Yeary's bad day was hardly over. He was left alone in a hospital room, splattered "in urine and blood," until he straggled to the door and asked for something he could use to clean himself off. The lawsuit says he was then sent home without any pain medication but had to return that night to the emergency room for an injection to ease his pain.

Tony Yeary

The next month, Yeary returned for surgery to clear out the urinary blockage. The lawsuit says Yeary met with Mehan, who told him he, not Liu, would do the surgery.

"Mr. Yeary ... informed Dr. Mehan emphatically that he did not want Dr. Liu to touch him," the lawsuit says.

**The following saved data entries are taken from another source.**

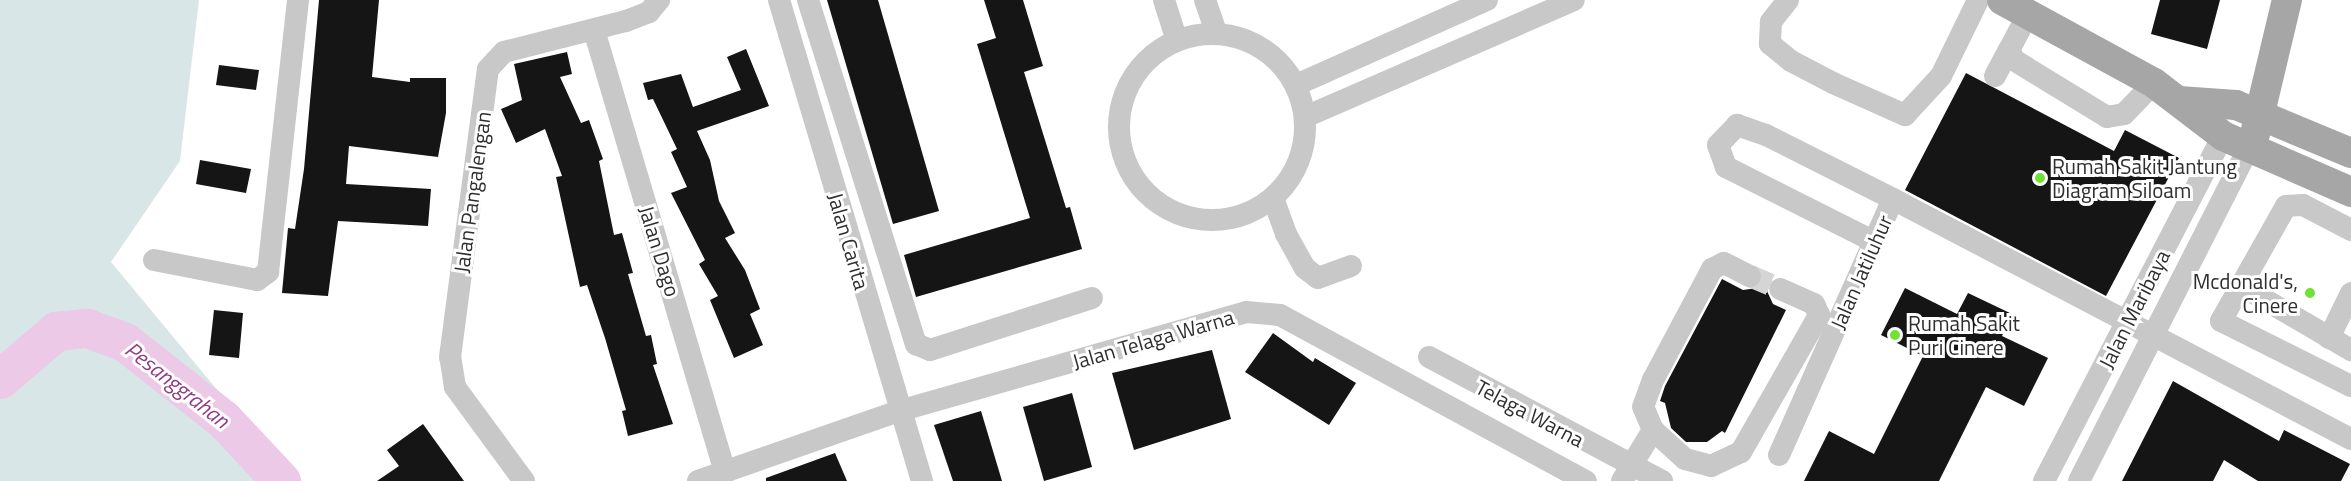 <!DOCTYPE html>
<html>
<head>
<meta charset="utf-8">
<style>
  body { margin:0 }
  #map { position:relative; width:2351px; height:481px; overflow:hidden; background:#fff; font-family:"Titillium Web",sans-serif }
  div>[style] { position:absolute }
  .green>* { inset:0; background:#d9e6e8 }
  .river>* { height:39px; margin:-19.5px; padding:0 19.5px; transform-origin:19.5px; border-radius:19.5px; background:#ebc9e7 }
  .building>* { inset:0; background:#151515 }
  .minor-tunnel>* { height:22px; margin-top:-11px; transform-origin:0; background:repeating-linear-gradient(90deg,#d5d5d5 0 22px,transparent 0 33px) }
  .minor>* { height:22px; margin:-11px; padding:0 11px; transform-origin:11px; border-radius:11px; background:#c8c8c8 }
  .minor>.ring { margin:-11px; padding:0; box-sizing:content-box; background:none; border:22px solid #c8c8c8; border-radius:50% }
  .major>* { height:30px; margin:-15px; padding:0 15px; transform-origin:15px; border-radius:15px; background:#a6a6a6 }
  .dots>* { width:16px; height:16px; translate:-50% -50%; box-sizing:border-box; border:3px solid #fff; border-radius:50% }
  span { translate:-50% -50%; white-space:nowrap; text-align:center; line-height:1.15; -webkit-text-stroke:6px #fff; paint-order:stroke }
  .poi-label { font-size:21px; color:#2e2e2e }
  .left { translate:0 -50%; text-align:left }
  .right { translate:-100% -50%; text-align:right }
  .street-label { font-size:21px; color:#2e2e2e }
  .water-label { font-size:22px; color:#8f3d86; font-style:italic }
</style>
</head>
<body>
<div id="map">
  <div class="green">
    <div style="clip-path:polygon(0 0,199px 0,180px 161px,111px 262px,293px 481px,0 481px)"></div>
  </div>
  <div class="river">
    <div style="left:0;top:379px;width:74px;rotate:-40.6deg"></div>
    <div style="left:56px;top:331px;width:31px;rotate:-6deg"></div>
    <div style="left:87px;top:328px;width:40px;rotate:20.2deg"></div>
    <div style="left:125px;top:342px;width:125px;rotate:38.2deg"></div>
    <div style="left:223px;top:419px;width:85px;rotate:46.9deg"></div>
  </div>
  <div class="building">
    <div style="clip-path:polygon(319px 0,379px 0,372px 77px,410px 82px,410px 78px,446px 78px,446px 113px,438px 157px,349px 146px,346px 184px,431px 189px,428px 226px,338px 221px,328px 296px,282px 293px,288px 228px,295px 229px,304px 169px)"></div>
    <div style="clip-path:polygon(827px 0,878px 0,939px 211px,893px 224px)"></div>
    <div style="clip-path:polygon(984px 0,1023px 0,1043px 66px,1024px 72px,1066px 208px,1070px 207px,1082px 249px,916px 297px,904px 255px,1030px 218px,977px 44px,996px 38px)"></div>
    <div style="clip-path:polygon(2160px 0,2220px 0,2207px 49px,2151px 34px)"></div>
    <div style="clip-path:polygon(746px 49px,769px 106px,697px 131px,710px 160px,719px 201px,735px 233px,725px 238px,745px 270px,760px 309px,750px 314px,763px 345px,734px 358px,710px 300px,718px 296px,699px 264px,705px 260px,671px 193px,687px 187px,671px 152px,677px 149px,653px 99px,648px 100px,643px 83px,681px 74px,693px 107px,741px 90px,727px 57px)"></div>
    <div style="clip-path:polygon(567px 52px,572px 74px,560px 77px,581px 123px,589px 120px,603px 159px,599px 161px,614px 235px,622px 233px,633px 273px,628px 274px,646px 336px,651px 335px,657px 364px,653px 365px,673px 424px,628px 436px,622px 411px,626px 410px,605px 338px,587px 285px,580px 287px,556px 177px,562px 176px,545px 129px,516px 143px,501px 109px,522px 100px,514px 64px)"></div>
    <div style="clip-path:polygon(219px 65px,259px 70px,256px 90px,216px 85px)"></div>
    <div style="clip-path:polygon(1966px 73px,2114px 151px,2125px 130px,2179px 158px,2106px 296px,1905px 190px)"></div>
    <div style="clip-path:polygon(200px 160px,251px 169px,246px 193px,196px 184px)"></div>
    <div style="clip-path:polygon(1763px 278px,1769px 281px,1767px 291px,1773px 304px,1786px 310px,1725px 433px,1722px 431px,1707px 442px,1686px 442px,1671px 428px,1665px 403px,1660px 401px,1665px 386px,1722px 279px,1743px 290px,1757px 288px)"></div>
    <div style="clip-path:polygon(1905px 288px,1957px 314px,1968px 293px,2012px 314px,2002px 336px,2048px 358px,2024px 406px,1986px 387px,1939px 481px,1804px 481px,1829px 431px,1874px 454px,1923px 356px,1881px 335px)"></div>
    <div style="clip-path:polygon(214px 310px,243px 313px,239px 358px,209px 355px)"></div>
    <div style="clip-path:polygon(1273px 333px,1313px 362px,1315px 358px,1356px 383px,1329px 425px,1245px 372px)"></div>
    <div style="clip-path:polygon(1212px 350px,1231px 419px,1134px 450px,1112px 373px)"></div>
    <div style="clip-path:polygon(2173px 381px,2279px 441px,2284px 430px,2350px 464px,2341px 481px,2258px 481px,2224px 460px,2213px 481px,2122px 481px)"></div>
    <div style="clip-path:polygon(1072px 393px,1092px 467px,1044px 481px,1023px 407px)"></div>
    <div style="clip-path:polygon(981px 411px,1002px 481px,953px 481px,934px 425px)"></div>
    <div style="clip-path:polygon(423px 424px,464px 481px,377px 481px,399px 466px,387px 450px)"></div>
    <div style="clip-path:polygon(835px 453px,847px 481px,766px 481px,766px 478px)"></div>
  </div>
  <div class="minor-tunnel">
    <div style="left:1750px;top:276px;width:33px;rotate:23deg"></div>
  </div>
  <div class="minor">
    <div style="left:779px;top:0;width:502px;rotate:73.44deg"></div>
    <div style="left:808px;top:0;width:361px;rotate:72.6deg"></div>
    <div style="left:916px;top:344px;width:15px;rotate:23deg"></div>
    <div style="left:930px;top:350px;width:170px;rotate:-17.8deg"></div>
    <div style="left:1164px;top:0;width:43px;rotate:72.4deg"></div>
    <div style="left:1205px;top:0;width:36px;rotate:71deg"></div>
    <div style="left:1788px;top:0;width:28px;rotate:128deg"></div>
    <div style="left:1771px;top:22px;width:22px;rotate:93deg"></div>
    <div style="left:1770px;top:44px;width:27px;rotate:39deg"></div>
    <div style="left:1791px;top:61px;width:47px;rotate:27.6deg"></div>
    <div style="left:1833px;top:83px;width:79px;rotate:24deg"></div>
    <div style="left:1905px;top:115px;width:53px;rotate:-47.3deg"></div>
    <div style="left:1941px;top:76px;width:85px;rotate:-64deg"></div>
    <div style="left:2028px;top:14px;width:41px;rotate:117.8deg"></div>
    <div style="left:2009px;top:50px;width:11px;rotate:63deg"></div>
    <div style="left:2014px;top:60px;width:109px;rotate:31.5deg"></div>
    <div style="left:2107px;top:117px;width:17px;rotate:-10deg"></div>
    <div style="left:2124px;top:114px;width:43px;rotate:-45.9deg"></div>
    <div style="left:594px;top:30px;width:462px;rotate:73.5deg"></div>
    <div class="ring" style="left:1119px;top:34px;width:164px;height:164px"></div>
    <div style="left:1995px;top:76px;width:30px;rotate:-62deg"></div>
    <div style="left:1296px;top:85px;width:209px;rotate:-24deg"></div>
    <div style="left:1305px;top:117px;width:293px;rotate:-23.5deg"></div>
    <div style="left:1273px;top:198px;width:38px;rotate:70deg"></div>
    <div style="left:1286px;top:234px;width:39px;rotate:61deg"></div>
    <div style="left:1305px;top:268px;width:16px;rotate:38deg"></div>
    <div style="left:1318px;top:278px;width:35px;rotate:-20deg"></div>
    <div style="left:2351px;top:230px;width:54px;rotate:-152.5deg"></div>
    <div style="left:2303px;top:205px;width:17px;rotate:177deg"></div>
    <div style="left:2286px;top:206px;width:132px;rotate:119.5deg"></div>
    <div style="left:2221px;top:321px;width:145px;rotate:26.6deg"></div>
    <div style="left:1873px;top:241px;width:165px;rotate:-153.3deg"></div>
    <div style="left:1726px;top:167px;width:23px;rotate:-110deg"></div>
    <div style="left:1718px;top:145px;width:28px;rotate:-46deg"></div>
    <div style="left:1737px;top:125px;width:31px;rotate:19deg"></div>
    <div style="left:1766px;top:135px;width:142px;rotate:26.7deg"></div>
    <div style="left:154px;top:260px;width:105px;rotate:11deg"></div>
    <div style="left:257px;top:280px;width:14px;rotate:-36deg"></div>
    <div style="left:268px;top:272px;width:274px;rotate:-83.7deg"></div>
    <div style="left:2240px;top:285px;width:129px;rotate:30.4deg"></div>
    <div style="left:2329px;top:338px;width:50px;rotate:-63.9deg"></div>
    <div style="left:1429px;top:357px;width:264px;rotate:28deg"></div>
    <div style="left:1653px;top:430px;width:43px;rotate:42.2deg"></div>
    <div style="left:1685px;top:459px;width:27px;rotate:15deg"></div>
    <div style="left:1711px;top:466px;width:33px;rotate:-25deg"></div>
    <div style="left:1741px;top:452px;width:158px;rotate:-60.3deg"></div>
    <div style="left:1819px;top:315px;width:12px;rotate:-114deg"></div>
    <div style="left:1814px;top:304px;width:37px;rotate:-156deg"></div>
    <div style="left:1779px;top:455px;width:280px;rotate:-66deg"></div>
    <div style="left:1893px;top:199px;width:517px;rotate:27.66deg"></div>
    <div style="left:524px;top:481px;width:117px;rotate:-126.3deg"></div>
    <div style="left:455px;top:387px;width:30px;rotate:-99deg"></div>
    <div style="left:450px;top:357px;width:290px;rotate:-82.5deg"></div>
    <div style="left:488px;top:69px;width:23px;rotate:-47deg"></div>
    <div style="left:504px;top:52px;width:126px;rotate:-14.3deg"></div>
    <div style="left:626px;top:21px;width:25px;rotate:-21deg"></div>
    <div style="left:649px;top:12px;width:16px;rotate:-50deg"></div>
    <div style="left:698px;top:481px;width:213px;rotate:-19.2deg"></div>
    <div style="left:899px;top:411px;width:361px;rotate:-15.9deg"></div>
    <div style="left:1246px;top:312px;width:34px;rotate:5deg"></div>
    <div style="left:1280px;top:315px;width:348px;rotate:28.5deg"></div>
    <div style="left:1622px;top:481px;width:60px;rotate:-58.7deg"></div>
    <div style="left:1653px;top:430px;width:25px;rotate:-113deg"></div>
    <div style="left:1643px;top:407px;width:29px;rotate:-70deg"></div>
    <div style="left:1653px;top:380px;width:126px;rotate:-62deg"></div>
    <div style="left:1712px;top:269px;width:13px;rotate:-27deg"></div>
    <div style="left:1724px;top:263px;width:29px;rotate:27deg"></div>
    <div style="left:2044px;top:481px;width:389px;rotate:-62.6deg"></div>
    <div style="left:2079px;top:481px;width:372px;rotate:-63deg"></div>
  </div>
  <div class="major">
    <div style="left:2002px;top:0;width:173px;rotate:28.6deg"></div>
    <div style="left:2154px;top:83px;width:87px;rotate:37.5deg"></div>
    <div style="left:2223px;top:136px;width:140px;rotate:23.6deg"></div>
    <div style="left:2179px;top:101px;width:57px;rotate:4deg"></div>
    <div style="left:2236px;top:105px;width:125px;rotate:22.7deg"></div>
    <div style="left:2255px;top:134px;width:138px;rotate:-76.6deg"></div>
  </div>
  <div class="dots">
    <div style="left:2040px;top:178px;background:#70e233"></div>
    <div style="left:2310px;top:293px;background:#70e233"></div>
    <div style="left:1895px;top:335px;background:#70e233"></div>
  </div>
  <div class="poi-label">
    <span class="left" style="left:2052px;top:178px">Rumah Sakit Jantung<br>Diagram Siloam</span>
    <span class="right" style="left:2298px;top:293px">Mcdonald's,<br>Cinere</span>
    <span class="left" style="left:1908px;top:335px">Rumah Sakit<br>Puri Cinere</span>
  </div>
  <div class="street-label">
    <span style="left:472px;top:192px;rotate:-82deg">Jalan Pangalengan</span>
    <span style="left:849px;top:241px;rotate:74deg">Jalan Carita</span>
    <span style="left:660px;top:251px;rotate:73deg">Jalan Dago</span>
    <span style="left:1861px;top:272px;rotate:-66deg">Jalan Jatiluhur</span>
    <span style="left:2134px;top:309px;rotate:-63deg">Jalan Maribaya</span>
    <span style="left:1153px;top:339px;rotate:-16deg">Jalan Telaga Warna</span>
    <span style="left:1530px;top:413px;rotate:28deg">Telaga Warna</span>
  </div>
  <div class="water-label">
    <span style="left:177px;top:385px;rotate:38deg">Pesanggrahan</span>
  </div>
</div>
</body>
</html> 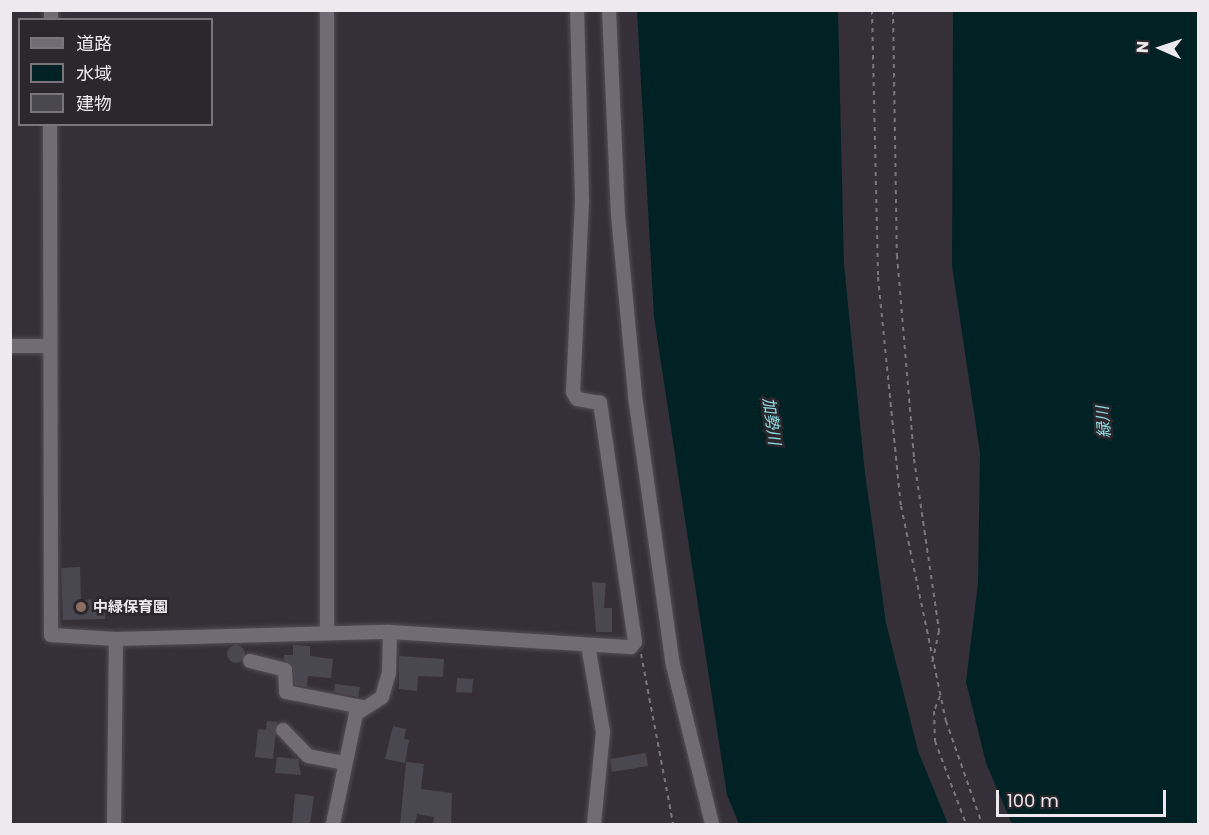 <!DOCTYPE html>
<meta charset="utf-8">
<style>
body{margin:0}
#map{position:relative;width:1209px;height:835px;overflow:hidden;background:#353037;font-family:Poppins,"Noto Sans JP",sans-serif}
div>[style]{position:absolute}
[style*='--x']{left:calc(var(--x)*1px);top:calc(var(--y)*1px);width:calc(var(--w)*1px);rotate:calc(var(--a)*1deg)}
.water>*{inset:0;background:#002225}
.building>*{inset:0;background:#494750}
.round{border-radius:50%}
.path>*{height:2px;margin-top:-1px;transform-origin:0;background:repeating-linear-gradient(90deg,#7c777e 0 4.5px,transparent 0 9px)}
.roads{filter:drop-shadow(0 0 2px #534e55) drop-shadow(0 0 2px #534e55)}
.minor>*{height:14px;margin:-7px;padding:0 7px;transform-origin:7px;border-radius:7px;background:#716c74}
.dots>*{width:16px;height:16px;translate:-50% -50%;box-sizing:border-box;border:3px solid #2b272d;border-radius:50%}
span{translate:-50% -50%;white-space:nowrap;text-align:center;line-height:1.15;-webkit-text-stroke:5px #2b272d;paint-order:stroke}
.poi-label{font-size:15px;color:#ede9ee;font-weight:700}
.left{translate:0 -50%;text-align:left}
.water-label{font-size:16px;color:#8ee1e7;font-style:italic}
.frame{position:absolute;inset:0;border:12px solid #ede9ee;pointer-events:none}
.legend{position:absolute;left:18px;top:18px;width:195px;height:108px;box-sizing:border-box;background:#2b272d;border:2px solid #79757a;margin:0;padding:8px 10px;list-style:none;font-size:18px;color:#ede9ee}
.legend li{display:flex;align-items:center;gap:12px;height:30px}
.legend b{width:30px;border:2px solid #79757a}
.north{position:absolute;left:1131px;top:18px;width:60px;height:60px;-webkit-text-stroke:4px #2b272d;paint-order:stroke;rotate:273deg;font-size:16px;font-weight:700;line-height:24px;text-align:center;color:#ede9ee}
.north::after{content:'';display:block;margin:auto;width:21px;height:27px;background:#ede9ee;clip-path:polygon(50% 0,100% 100%,50% 72%,0 100%)}
.scale{position:absolute;left:996px;top:790px;width:170px;height:27px;box-sizing:border-box;border:3px solid #ede9ee;border-top:0;padding-left:8px;font-size:18px;line-height:21px;white-space:nowrap;color:#ede9ee;-webkit-text-stroke:4px #2b272d;paint-order:stroke}
</style>
<div id="map">
<div class="water">
<div style="clip-path:polygon(637px 11px,838px 11px,844px 265px,865px 473px,886px 623px,918px 751px,948px 824px,739px 824px,727px 795px,654px 317px)"></div>
<div style="clip-path:polygon(953px 11px,1198px 11px,1198px 824px,1012px 824px,986px 763px,966px 682px,978px 583px,980px 453px,952px 266px)"></div>
</div>
<div class="building">
<div style="clip-path:polygon(80px 567px,81px 600px,105px 599px,105px 619px,63px 620px,61px 568px)"></div>
<div style="clip-path:polygon(592px 582px,606px 583px,604px 608px,612px 608px,612px 632px,596px 632px)"></div>
<div style="clip-path:polygon(293px 645px,310px 646px,310px 656px,333px 659px,331px 678px,308px 676px,307px 687px,295px 685px,292px 665px,284px 660px,284px 655px,293px 655px)"></div>
<div class="round" style="left:227px;top:645px;width:18px;height:18px"></div>
<div style="clip-path:polygon(399px 656px,444px 659px,443px 677px,418px 676px,417px 691px,399px 689px)"></div>
<div style="clip-path:polygon(457px 678px,473px 679px,472px 693px,456px 692px)"></div>
<div style="clip-path:polygon(335px 684px,360px 687px,358px 697px,334px 692px)"></div>
<div style="clip-path:polygon(267px 721px,277px 722px,273px 759px,255px 757px,258px 729px,266px 730px)"></div>
<div style="clip-path:polygon(393px 726px,406px 729px,404px 739px,409px 740px,405px 763px,385px 759px)"></div>
<div style="clip-path:polygon(646px 753px,648px 766px,612px 772px,610px 759px)"></div>
<div style="clip-path:polygon(277px 757px,298px 759px,301px 775px,275px 773px)"></div>
<div style="clip-path:polygon(406px 762px,424px 764px,421px 789px,452px 793px,451px 825px,433px 825px,434px 817px,417px 814px,415px 825px,400px 825px)"></div>
<div style="clip-path:polygon(295px 794px,314px 796px,310px 825px,292px 825px)"></div>
</div>
<div class="path">
<div style="--x:872;--y:10;--w:267;--a:88.7"></div>
<div style="--x:878;--y:277;--w:230;--a:84.3"></div>
<div style="--x:901;--y:506;--w:220;--a:78.2"></div>
<div style="--x:946;--y:721;--w:109;--a:70.7"></div>
<div style="--x:893;--y:10;--w:245;--a:89.1"></div>
<div style="--x:897;--y:255;--w:205;--a:85.2"></div>
<div style="--x:914;--y:459;--w:174;--a:81.7"></div>
<div style="--x:939;--y:631;--w:33;--a:102"></div>
<div style="--x:641;--y:654;--w:173;--a:79.3"></div>
<div style="--x:940;--y:696;--w:16;--a:112"></div>
<div style="--x:934;--y:711;--w:30;--a:88"></div>
<div style="--x:935;--y:741;--w:89;--a:69.5"></div>
</div>
<div class="roads">
<div class="minor">
<div style="--x:327;--y:10;--w:621;--a:90"></div>
<div style="--x:609;--y:10;--w:205;--a:87.5"></div>
<div style="--x:618;--y:215;--w:182;--a:84.6"></div>
<div style="--x:635;--y:396;--w:272;--a:82"></div>
<div style="--x:673;--y:665;--w:164;--a:76.2"></div>
<div style="--x:51;--y:20;--w:10;--a:-90"></div>
<div style="--x:50;--y:124;--w:511;--a:89.89"></div>
<div style="--x:51;--y:635;--w:65;--a:3.5"></div>
<div style="--x:116;--y:639;--w:274;--a:-1.5"></div>
<div style="--x:390;--y:632;--w:241;--a:3.6"></div>
<div style="--x:631;--y:647;--w:6;--a:-51"></div>
<div style="--x:635;--y:642;--w:242;--a:-98.3"></div>
<div style="--x:600;--y:403;--w:23;--a:-170"></div>
<div style="--x:577;--y:399;--w:8;--a:-120"></div>
<div style="--x:573;--y:392;--w:193;--a:-87.3"></div>
<div style="--x:582;--y:199;--w:189;--a:-91.5"></div>
<div style="--x:10;--y:346;--w:39;--a:0"></div>
<div style="--x:588;--y:645;--w:88;--a:80.2"></div>
<div style="--x:603;--y:732;--w:92;--a:95.6"></div>
<div style="--x:250;--y:661;--w:36;--a:14"></div>
<div style="--x:285;--y:670;--w:22;--a:87"></div>
<div style="--x:286;--y:692;--w:77;--a:11.2"></div>
<div style="--x:283;--y:730;--w:36;--a:46"></div>
<div style="--x:308;--y:756;--w:38;--a:11"></div>
<div style="--x:114;--y:824;--w:185;--a:-89.4"></div>
<div style="--x:333;--y:824;--w:112;--a:-78.2"></div>
<div style="--x:356;--y:714;--w:31;--a:-33"></div>
<div style="--x:382;--y:697;--w:25;--a:-74"></div>
<div style="--x:389;--y:673;--w:41;--a:-88.6"></div>
</div>
</div>
<div class="dots">
<div style="left:81px;top:607px;background:#8d6e63"></div>
</div>
<div class="poi-label">
<span class="left" style="left:93px;top:607px">中緑保育園</span>
</div>
<div class="water-label">
<span style="left:771px;top:421px;rotate:82deg">加勢川</span>
<span style="left:1104px;top:422px;rotate:-94deg">緑川</span>
</div>
<div class="frame"></div>
<ul class="legend">
<li><b style="height:8px;background:#716c74"></b>道路</li>
<li><b style="height:16px;background:#002225"></b>水域</li>
<li><b style="height:16px;background:#494750"></b>建物</li>
</ul>
<div class="north">N</div>
<div class="scale">100 m</div>
</div>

But when Yeary awoke from surgery, he saw Liu standing at his bedside, asking whether Yeary was in any pain. The VA doctor then informed Yeary that he had accidentally punctured Yeary's prostate and possibly his rectum during surgery, the lawsuit says.

"Mr. Yeary was understandably quite angry," the lawsuit says.

After a three-night stay in the hospital, Yeary was released. But today he suffers "permanent scarring and damage, continuing pain and suffering, and urinary incontinence" from the VA procedures, according to the lawsuit. He is now being treated by an IU Health doctor, the lawsuit says, and will require another surgery, called an appendicovesicostomy, to create an opening in his abdomen to use to constantly drain the bladder.

The seven-page lawsuit accuses the VA of "medical battery" and asks for unspecified damages.

Yeary also filed an administrative claim for damages with the VA, but it was denied, the lawsuit says. An appeal of the denial is pending.

Yeary's attorneys at RobergeLaw in Carmel did not respond to requests for comment. Reached at home, Yeary, who is retired, said he was told by his attorneys not to comment on his case. He said he is a 10-year veteran of the Marines, where he reached the rank of staff sergeant E6.

Local VA spokeswoman Julie Webb said the VA can't comment on pending litigation or Yeary's case because of patient privacy rules. But she said, "the Department of Veterans Affairs and the Indianapolis VA Medical Center cares deeply for every veteran we are privileged to serve, and we are committed to delivering the highest quality care."

Liu, an Indiana University School of Medicine resident, declined to comment on the suit, said Margie Smith-Simmons, a spokeswoman for the school.

The accounts of patient-care problems at VA facilities across the country, including dozens of patients who reportedly died because of treatment delays, have led to calls for the resignation of VA Secretary Eric Shinseki.

The VA serves 7 million veterans. Its $150 billion budget and 300,000 employees make it the federal government's second-largest department, after the Pentagon.